I read something the other day about how living more densely, building away parks and nature walks, was actually more of "green living" than keeping them. One had to be a subscriber to continue reading, and I'm not, so I didn't, and so I can only imagine and take a guess at what they meant. I think they meant something along the lines of, if people live closer to each other, they'll need less transport, resulting in less pollution, more sharing of spaces, more efficent use of energy etc etc.
That might be true.
But I also think it's true that we can find a good middle ground between what our economy wants and what we as living creatures need. As a city girl myself, I love asphalt in the rain, traffic jams in the morning, and the fact that the underground lets me find just about any shop in town without even surfacing to see the sun.

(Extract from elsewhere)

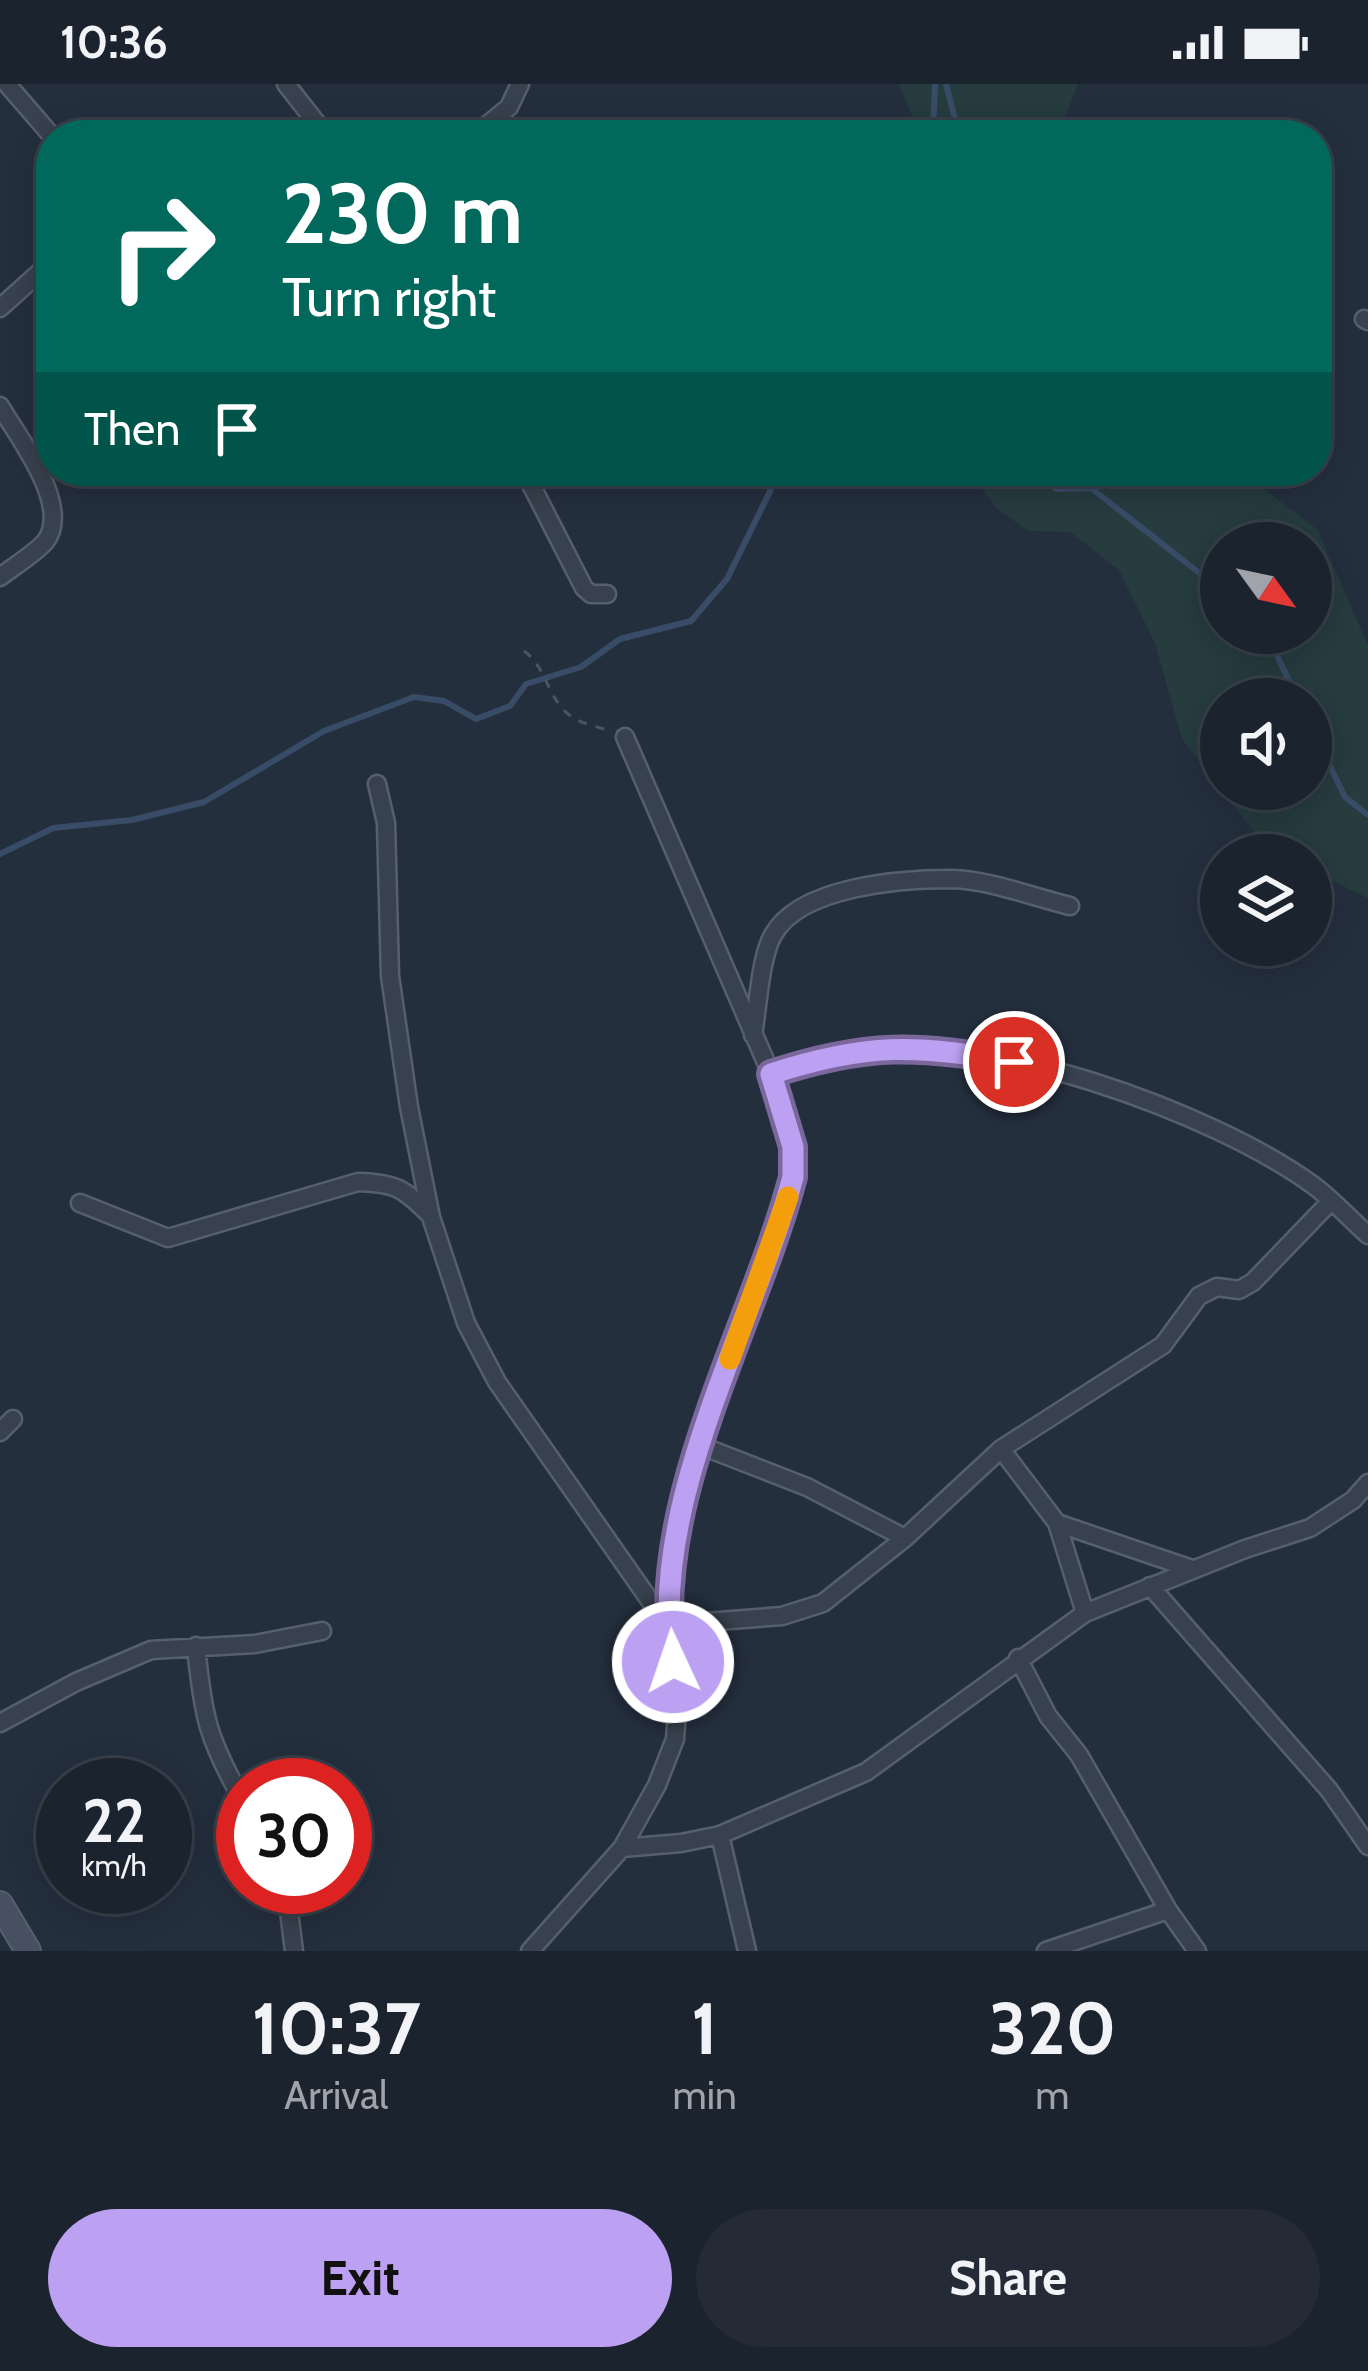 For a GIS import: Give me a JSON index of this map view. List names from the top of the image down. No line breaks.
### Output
{"north":"bottom right","page":{"status":"10:36","turn":["230 m","Turn right"],"then":"Then","speed":"22 km/h","limit":"30","eta":["10:37","Arrival","1","min","320","m"],"buttons":["Exit","Share"]}} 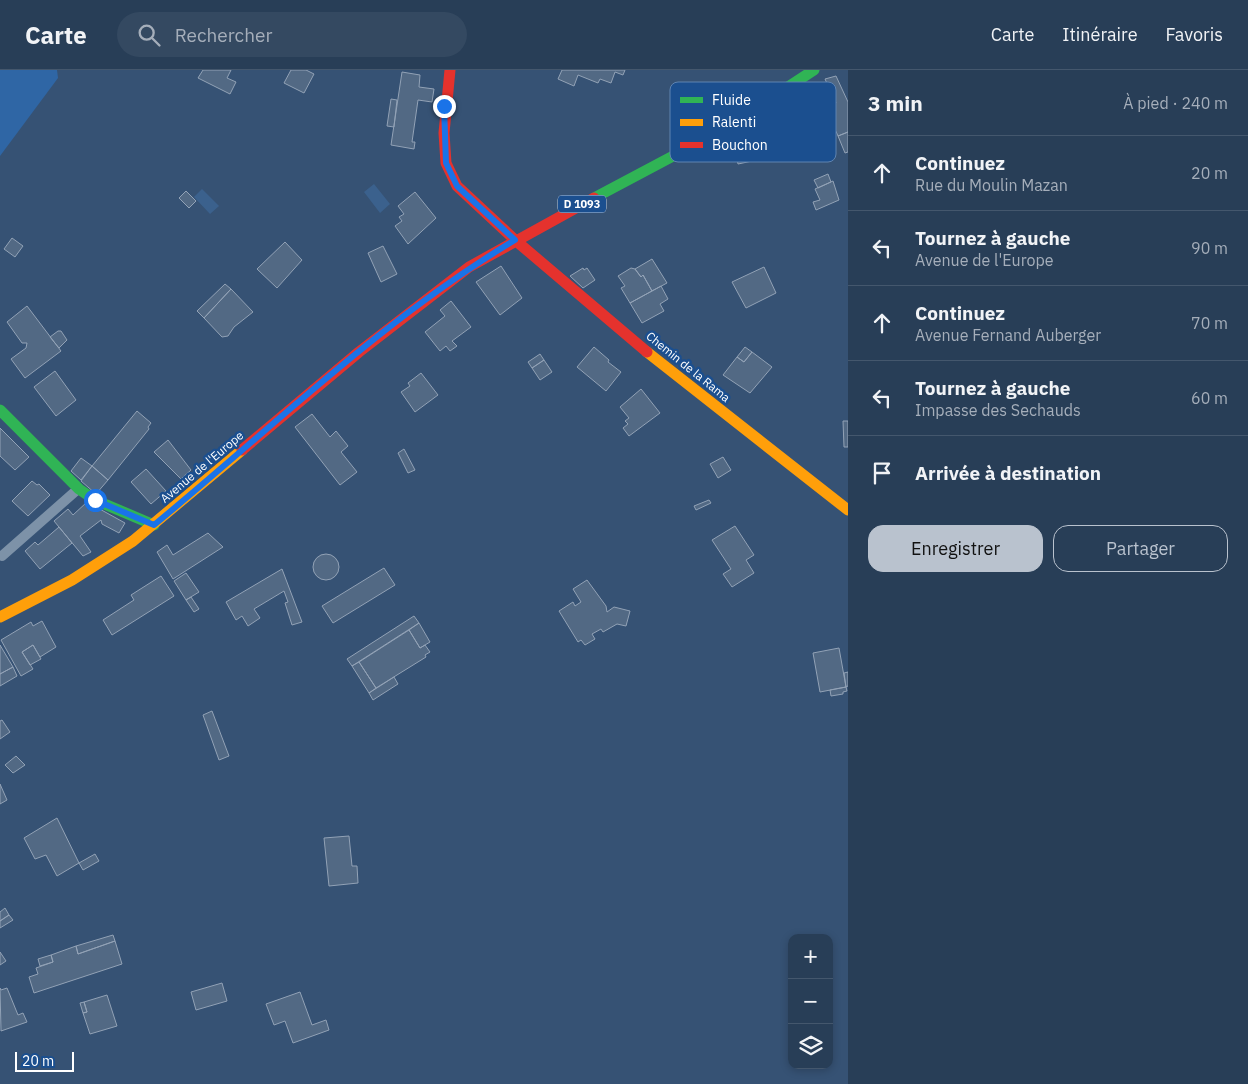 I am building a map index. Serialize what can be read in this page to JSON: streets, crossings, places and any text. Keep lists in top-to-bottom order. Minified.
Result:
{"streets":{"main road":["D 1093","Chemin de la Rama","Avenue de l'Europe"]},"crossings":[["D 1093","Chemin de la Rama"],["D 1093","Avenue de l'Europe"],["Chemin de la Rama","Avenue de l'Europe"]],"legend":["Fluide","Ralenti","Bouchon"],"scale_bar":"20 m","page":{"header":"Carte","search":"Rechercher","nav":["Carte","Itinéraire","Favoris"],"heading":["3 min","À pied · 240 m"],"list":[["Continuez","Rue du Moulin Mazan","20 m"],["Tournez à gauche","Avenue de l'Europe","90 m"],["Continuez","Avenue Fernand Auberger","70 m"],["Tournez à gauche","Impasse des Sechauds","60 m"],"Arrivée à destination"],"buttons":["Enregistrer","Partager"],"map_buttons":["+","−"],"scale":"20 m"}}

But I also know that I wouldn't love it quite as much if dandelions didn't crack through the pavement, if there weren't magical moments when I have the metro completely to myself and my map-oriented mind sometimes longs to flee the city parks with their beautifully potted plants and trees in a row and gravel that doesn't spill over its boundaries, to find an open field where the ground is uneven and the dogs can run free.
Fragility can be a beautiful thing, but you don't really notice it until it's paired against its opposite.
... now that I read it again, I'm not sure what I wanted to say but hey, it's my blog, I'm allowed to ramble, right? ;)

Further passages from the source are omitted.